I find that this sort of effect can be equally effective in lots of different map styles, whether that’s light (as already demonstrated), dark, or even with a satellite view. I’ve demonstrated this in Figure 6. As this is our final map, I’ve popped it in a bslib card so you can make it full screen for a closer look.
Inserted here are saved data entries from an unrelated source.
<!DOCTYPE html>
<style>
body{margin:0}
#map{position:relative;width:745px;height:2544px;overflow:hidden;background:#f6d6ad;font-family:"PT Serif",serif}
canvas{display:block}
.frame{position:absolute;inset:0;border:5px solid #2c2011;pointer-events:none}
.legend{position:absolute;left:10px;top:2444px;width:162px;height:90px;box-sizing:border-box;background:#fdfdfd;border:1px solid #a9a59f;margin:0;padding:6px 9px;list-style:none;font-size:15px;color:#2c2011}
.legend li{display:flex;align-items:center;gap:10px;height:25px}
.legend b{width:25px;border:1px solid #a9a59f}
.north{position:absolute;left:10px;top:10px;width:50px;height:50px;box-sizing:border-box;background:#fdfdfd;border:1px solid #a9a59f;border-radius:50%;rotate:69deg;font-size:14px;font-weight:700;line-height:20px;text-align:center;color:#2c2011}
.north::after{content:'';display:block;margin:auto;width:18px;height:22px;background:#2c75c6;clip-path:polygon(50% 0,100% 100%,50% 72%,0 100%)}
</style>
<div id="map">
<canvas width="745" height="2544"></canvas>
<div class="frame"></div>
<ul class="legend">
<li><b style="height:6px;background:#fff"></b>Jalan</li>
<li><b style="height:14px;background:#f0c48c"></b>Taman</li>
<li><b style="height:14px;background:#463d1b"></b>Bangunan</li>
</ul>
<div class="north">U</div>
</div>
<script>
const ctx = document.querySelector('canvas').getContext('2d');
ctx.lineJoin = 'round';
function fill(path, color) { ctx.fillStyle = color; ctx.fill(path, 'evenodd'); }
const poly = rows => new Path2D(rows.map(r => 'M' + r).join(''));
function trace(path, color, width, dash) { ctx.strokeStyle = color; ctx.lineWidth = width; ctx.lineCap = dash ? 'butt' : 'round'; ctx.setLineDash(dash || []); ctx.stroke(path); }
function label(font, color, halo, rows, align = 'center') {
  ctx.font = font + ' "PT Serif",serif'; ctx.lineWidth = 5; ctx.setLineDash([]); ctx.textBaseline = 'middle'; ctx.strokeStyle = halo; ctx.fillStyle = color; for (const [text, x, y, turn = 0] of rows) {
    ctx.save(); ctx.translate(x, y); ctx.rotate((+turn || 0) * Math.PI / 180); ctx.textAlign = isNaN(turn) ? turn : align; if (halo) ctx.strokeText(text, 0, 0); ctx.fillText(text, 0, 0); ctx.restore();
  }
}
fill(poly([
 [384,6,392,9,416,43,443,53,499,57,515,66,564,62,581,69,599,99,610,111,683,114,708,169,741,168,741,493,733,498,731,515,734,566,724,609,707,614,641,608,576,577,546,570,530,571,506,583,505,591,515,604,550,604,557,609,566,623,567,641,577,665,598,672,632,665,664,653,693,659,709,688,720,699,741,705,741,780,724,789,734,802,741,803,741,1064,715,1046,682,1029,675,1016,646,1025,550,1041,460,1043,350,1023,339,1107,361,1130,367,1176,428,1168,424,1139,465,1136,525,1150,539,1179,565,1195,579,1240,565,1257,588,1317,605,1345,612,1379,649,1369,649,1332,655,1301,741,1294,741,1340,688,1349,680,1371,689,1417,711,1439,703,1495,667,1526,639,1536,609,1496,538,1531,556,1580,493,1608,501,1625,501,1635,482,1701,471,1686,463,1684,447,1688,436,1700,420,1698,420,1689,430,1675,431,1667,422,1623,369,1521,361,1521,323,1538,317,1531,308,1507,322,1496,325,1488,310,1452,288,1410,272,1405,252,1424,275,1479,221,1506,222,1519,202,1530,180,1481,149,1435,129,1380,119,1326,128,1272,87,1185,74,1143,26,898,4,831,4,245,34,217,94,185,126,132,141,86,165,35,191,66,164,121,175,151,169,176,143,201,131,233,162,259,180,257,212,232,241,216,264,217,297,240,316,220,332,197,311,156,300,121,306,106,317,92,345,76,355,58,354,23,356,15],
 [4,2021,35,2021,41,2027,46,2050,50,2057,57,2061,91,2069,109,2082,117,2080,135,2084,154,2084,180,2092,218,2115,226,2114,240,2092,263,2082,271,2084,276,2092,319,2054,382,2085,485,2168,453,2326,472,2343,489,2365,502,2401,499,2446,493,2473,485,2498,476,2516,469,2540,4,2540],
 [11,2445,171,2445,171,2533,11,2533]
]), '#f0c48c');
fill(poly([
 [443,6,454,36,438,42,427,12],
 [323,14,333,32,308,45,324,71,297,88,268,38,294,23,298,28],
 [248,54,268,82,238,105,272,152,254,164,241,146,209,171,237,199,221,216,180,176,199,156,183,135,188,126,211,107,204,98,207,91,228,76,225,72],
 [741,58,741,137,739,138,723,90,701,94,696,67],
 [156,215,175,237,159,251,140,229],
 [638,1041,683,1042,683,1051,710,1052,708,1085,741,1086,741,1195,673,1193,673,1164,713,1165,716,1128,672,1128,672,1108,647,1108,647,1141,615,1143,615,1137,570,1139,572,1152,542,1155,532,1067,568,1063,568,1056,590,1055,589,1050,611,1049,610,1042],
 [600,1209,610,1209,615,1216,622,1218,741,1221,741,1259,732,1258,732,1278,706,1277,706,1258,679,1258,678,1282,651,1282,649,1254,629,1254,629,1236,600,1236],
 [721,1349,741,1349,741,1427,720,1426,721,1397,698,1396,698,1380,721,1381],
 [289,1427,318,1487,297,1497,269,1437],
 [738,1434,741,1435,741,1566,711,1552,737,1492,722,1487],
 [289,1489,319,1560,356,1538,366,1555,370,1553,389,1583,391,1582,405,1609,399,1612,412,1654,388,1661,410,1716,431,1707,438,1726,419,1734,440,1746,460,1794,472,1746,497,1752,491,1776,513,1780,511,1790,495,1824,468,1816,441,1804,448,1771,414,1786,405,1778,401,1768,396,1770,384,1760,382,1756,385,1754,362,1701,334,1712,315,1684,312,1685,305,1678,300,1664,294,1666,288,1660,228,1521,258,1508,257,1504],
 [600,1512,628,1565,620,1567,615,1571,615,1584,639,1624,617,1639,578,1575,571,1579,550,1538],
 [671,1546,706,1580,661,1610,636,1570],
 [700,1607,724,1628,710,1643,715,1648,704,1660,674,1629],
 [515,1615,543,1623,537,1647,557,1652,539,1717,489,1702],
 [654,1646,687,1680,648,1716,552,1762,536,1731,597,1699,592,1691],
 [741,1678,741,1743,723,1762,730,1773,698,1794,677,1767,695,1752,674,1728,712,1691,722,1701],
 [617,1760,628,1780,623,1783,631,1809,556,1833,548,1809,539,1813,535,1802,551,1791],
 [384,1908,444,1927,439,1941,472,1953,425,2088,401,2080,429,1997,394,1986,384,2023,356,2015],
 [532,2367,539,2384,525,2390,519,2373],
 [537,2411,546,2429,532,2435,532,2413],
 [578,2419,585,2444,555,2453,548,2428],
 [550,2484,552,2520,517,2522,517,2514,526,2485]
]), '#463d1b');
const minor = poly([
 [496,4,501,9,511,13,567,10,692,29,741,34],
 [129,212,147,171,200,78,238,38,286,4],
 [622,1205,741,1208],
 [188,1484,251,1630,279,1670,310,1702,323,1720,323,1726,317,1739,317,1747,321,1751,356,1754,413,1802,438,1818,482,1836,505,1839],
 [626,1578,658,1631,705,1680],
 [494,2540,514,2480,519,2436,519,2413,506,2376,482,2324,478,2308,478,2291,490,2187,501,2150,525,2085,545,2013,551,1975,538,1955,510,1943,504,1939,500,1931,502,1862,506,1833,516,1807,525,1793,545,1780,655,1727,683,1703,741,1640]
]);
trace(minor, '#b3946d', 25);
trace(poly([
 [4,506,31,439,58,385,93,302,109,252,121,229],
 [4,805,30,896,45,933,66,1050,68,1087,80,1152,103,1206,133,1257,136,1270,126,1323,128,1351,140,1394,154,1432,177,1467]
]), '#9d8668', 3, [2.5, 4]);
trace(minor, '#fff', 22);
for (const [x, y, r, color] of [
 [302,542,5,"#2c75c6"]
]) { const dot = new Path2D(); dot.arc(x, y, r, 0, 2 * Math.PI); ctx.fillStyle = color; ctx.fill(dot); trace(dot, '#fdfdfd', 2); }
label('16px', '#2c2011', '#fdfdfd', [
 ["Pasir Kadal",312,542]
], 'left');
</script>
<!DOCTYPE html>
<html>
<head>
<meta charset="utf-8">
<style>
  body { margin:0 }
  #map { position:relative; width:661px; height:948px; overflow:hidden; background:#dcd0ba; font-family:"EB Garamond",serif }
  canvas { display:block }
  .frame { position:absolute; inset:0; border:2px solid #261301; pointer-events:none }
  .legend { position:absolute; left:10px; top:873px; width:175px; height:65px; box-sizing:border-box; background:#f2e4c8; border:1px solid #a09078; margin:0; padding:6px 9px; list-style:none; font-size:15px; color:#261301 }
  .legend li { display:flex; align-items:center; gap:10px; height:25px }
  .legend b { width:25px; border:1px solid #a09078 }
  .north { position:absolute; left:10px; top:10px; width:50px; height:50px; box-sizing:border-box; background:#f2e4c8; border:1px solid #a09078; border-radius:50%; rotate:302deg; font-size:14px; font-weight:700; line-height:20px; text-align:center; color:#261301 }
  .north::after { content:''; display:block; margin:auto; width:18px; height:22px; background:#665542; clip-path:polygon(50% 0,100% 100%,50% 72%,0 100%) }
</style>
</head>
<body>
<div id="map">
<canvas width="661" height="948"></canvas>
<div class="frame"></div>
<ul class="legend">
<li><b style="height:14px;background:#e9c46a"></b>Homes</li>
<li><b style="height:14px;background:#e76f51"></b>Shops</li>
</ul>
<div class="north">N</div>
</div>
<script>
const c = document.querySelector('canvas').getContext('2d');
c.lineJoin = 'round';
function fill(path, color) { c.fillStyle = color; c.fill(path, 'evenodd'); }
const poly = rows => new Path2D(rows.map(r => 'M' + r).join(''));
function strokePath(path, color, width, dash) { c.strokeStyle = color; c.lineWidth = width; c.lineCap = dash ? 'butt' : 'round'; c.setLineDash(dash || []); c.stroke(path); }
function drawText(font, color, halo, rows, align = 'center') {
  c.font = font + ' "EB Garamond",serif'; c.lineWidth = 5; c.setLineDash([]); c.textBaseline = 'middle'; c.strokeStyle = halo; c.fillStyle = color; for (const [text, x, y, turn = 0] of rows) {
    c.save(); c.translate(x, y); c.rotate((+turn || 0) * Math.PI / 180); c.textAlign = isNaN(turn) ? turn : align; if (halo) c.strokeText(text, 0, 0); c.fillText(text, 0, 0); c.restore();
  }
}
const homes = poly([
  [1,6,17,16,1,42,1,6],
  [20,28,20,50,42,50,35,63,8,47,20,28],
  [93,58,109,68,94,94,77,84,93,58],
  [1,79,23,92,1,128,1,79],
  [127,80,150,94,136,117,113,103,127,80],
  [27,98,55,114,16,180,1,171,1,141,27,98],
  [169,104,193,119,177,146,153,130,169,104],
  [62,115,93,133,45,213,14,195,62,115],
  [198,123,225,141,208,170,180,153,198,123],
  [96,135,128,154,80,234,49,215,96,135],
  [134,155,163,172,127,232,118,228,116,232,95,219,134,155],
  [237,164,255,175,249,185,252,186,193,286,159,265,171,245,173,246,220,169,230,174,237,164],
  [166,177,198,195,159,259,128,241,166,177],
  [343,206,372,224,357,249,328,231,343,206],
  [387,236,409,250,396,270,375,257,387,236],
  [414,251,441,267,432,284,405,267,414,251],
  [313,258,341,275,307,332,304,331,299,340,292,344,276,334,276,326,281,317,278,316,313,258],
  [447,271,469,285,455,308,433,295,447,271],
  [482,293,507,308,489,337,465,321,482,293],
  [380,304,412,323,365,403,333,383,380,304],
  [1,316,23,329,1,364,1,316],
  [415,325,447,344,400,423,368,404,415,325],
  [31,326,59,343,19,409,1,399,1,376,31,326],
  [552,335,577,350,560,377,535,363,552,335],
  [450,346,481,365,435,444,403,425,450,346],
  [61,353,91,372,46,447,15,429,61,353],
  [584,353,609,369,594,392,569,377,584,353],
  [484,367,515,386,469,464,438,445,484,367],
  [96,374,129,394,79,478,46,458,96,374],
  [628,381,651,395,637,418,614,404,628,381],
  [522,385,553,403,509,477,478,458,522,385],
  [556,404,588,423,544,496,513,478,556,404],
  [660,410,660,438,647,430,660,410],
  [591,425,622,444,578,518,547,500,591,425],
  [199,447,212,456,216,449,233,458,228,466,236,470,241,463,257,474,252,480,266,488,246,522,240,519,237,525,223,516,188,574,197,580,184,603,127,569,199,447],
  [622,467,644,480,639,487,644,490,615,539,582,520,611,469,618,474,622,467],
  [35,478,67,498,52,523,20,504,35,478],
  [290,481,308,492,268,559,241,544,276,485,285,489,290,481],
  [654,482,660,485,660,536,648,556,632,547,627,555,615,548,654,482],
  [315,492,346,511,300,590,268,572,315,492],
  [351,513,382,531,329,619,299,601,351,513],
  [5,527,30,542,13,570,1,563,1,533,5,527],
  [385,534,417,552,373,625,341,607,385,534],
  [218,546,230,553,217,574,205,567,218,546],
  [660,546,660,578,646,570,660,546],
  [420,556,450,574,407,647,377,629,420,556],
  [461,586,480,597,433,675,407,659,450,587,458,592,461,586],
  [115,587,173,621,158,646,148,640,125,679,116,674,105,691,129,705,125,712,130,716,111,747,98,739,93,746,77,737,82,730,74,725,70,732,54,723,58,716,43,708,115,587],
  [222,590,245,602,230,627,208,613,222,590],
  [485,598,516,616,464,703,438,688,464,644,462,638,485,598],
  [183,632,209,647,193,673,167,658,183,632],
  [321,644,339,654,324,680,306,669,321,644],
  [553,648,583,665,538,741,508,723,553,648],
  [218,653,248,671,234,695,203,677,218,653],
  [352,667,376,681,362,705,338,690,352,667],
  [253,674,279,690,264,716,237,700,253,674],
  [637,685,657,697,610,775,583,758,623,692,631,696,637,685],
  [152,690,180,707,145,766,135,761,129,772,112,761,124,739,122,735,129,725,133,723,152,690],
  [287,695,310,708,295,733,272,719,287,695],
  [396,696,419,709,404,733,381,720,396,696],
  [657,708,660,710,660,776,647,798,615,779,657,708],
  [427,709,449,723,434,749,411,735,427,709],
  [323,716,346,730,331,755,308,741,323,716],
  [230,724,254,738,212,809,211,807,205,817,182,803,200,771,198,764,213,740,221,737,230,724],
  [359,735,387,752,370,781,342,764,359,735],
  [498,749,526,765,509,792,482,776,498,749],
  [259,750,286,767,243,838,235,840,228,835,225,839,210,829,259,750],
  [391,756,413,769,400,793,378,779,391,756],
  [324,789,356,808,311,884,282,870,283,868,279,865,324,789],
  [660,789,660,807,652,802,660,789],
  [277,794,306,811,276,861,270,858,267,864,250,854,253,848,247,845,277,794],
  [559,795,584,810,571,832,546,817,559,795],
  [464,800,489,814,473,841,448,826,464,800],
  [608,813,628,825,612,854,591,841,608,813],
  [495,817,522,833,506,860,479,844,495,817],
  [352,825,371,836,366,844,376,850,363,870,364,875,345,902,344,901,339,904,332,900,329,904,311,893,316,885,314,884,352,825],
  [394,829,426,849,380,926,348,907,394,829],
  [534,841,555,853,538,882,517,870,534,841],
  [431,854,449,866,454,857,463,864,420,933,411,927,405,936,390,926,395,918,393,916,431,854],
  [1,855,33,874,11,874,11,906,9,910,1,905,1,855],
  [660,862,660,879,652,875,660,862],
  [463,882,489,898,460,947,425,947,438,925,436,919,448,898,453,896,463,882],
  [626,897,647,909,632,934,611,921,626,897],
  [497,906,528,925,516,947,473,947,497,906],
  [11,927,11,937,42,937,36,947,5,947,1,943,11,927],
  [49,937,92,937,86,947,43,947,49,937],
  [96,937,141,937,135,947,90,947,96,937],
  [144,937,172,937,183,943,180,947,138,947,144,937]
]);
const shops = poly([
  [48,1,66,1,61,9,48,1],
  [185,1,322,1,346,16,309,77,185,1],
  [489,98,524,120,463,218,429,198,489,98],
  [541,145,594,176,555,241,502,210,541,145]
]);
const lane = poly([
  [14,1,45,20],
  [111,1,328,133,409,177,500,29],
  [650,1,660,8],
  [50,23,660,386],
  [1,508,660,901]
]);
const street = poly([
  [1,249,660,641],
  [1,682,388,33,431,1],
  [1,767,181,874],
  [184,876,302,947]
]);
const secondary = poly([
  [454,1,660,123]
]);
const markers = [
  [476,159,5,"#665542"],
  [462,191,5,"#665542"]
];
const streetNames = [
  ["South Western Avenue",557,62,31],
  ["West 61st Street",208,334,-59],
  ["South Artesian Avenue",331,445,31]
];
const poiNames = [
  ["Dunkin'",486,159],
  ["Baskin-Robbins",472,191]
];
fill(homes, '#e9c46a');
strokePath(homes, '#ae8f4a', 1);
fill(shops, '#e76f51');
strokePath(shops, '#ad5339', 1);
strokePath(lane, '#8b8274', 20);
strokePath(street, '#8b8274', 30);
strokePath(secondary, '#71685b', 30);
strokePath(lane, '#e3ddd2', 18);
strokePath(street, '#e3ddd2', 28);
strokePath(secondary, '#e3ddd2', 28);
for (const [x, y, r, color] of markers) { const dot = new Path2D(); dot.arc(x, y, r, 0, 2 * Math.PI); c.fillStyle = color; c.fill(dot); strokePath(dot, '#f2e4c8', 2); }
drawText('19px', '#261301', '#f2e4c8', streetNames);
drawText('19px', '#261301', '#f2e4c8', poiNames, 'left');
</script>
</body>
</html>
# function to quickly add tiles & shaded out zone
add_theme <- function(map, group, provider, color, fillColor) {
  for (i in provider) {
    map <- addProviderTiles(map, provider = i, group = group)
  }
  map <- addPolygons(
    map = map,
    data = notxfordshire,
    color = color,
    fillColor = fillColor,
    weight = 2,
    opacity = 1,
    fillOpacity = 1 / 2,
    group = group
  )
  return(map)
}

bigmap <-
  leaflet(options = leafletOptions(minZoom = 9)) |>
  # Dark Mode
  add_theme(
    "Dark Mode",
    c(
      providers$CartoDB.DarkMatterNoLabels,
      providers$CartoDB.PositronOnlyLabels
    ),
    "white",
    "white"
  ) |>
  # Light Mode
  add_theme(
    "Light Mode",
    c(providers$CartoDB.Positron),
    "black", "black"
  ) |>
  # Satellite View
  add_theme(
    "Satellite",
    c(
      providers$Esri.WorldImagery,
      providers$CartoDB.PositronOnlyLabels
    ),
    "white",
    "black"
  ) |>
  # and the rest...
  addCircleMarkers(
    data = towns,
    radius = ~ as.numeric(pop) * 2 + 2,
    color = "white",
    fillColor = "royalblue",
    weight = 2,
    opacity = 1,
    fillOpacity = .8,
    label = ~ stringr::str_glue("{city} ({scales::label_comma()(population)})")
  ) |>
  setMaxBounds(
    lng1 = bounds[["xmin"]],
    lng2 = bounds[["xmax"]],
    lat1 = bounds[["ymin"]],
    lat2 = bounds[["ymax"]]
  ) |>
  setView(
    lng = mean(bounds[c("xmin", "xmax")]),
    lat = mean(bounds[c("ymin", "ymax")]),
    zoom = 9
  ) |>
  addLayersControl(
    baseGroups = c("Light Mode", "Dark Mode", "Satellite"),
    options = layersControlOptions(collapsed = FALSE)
  )

bslib::card(bigmap, full_screen = TRUE, height = 500)
Figure 6: Our ‘final’ map, which includes options to switch between Light, Dark and Satellite Views.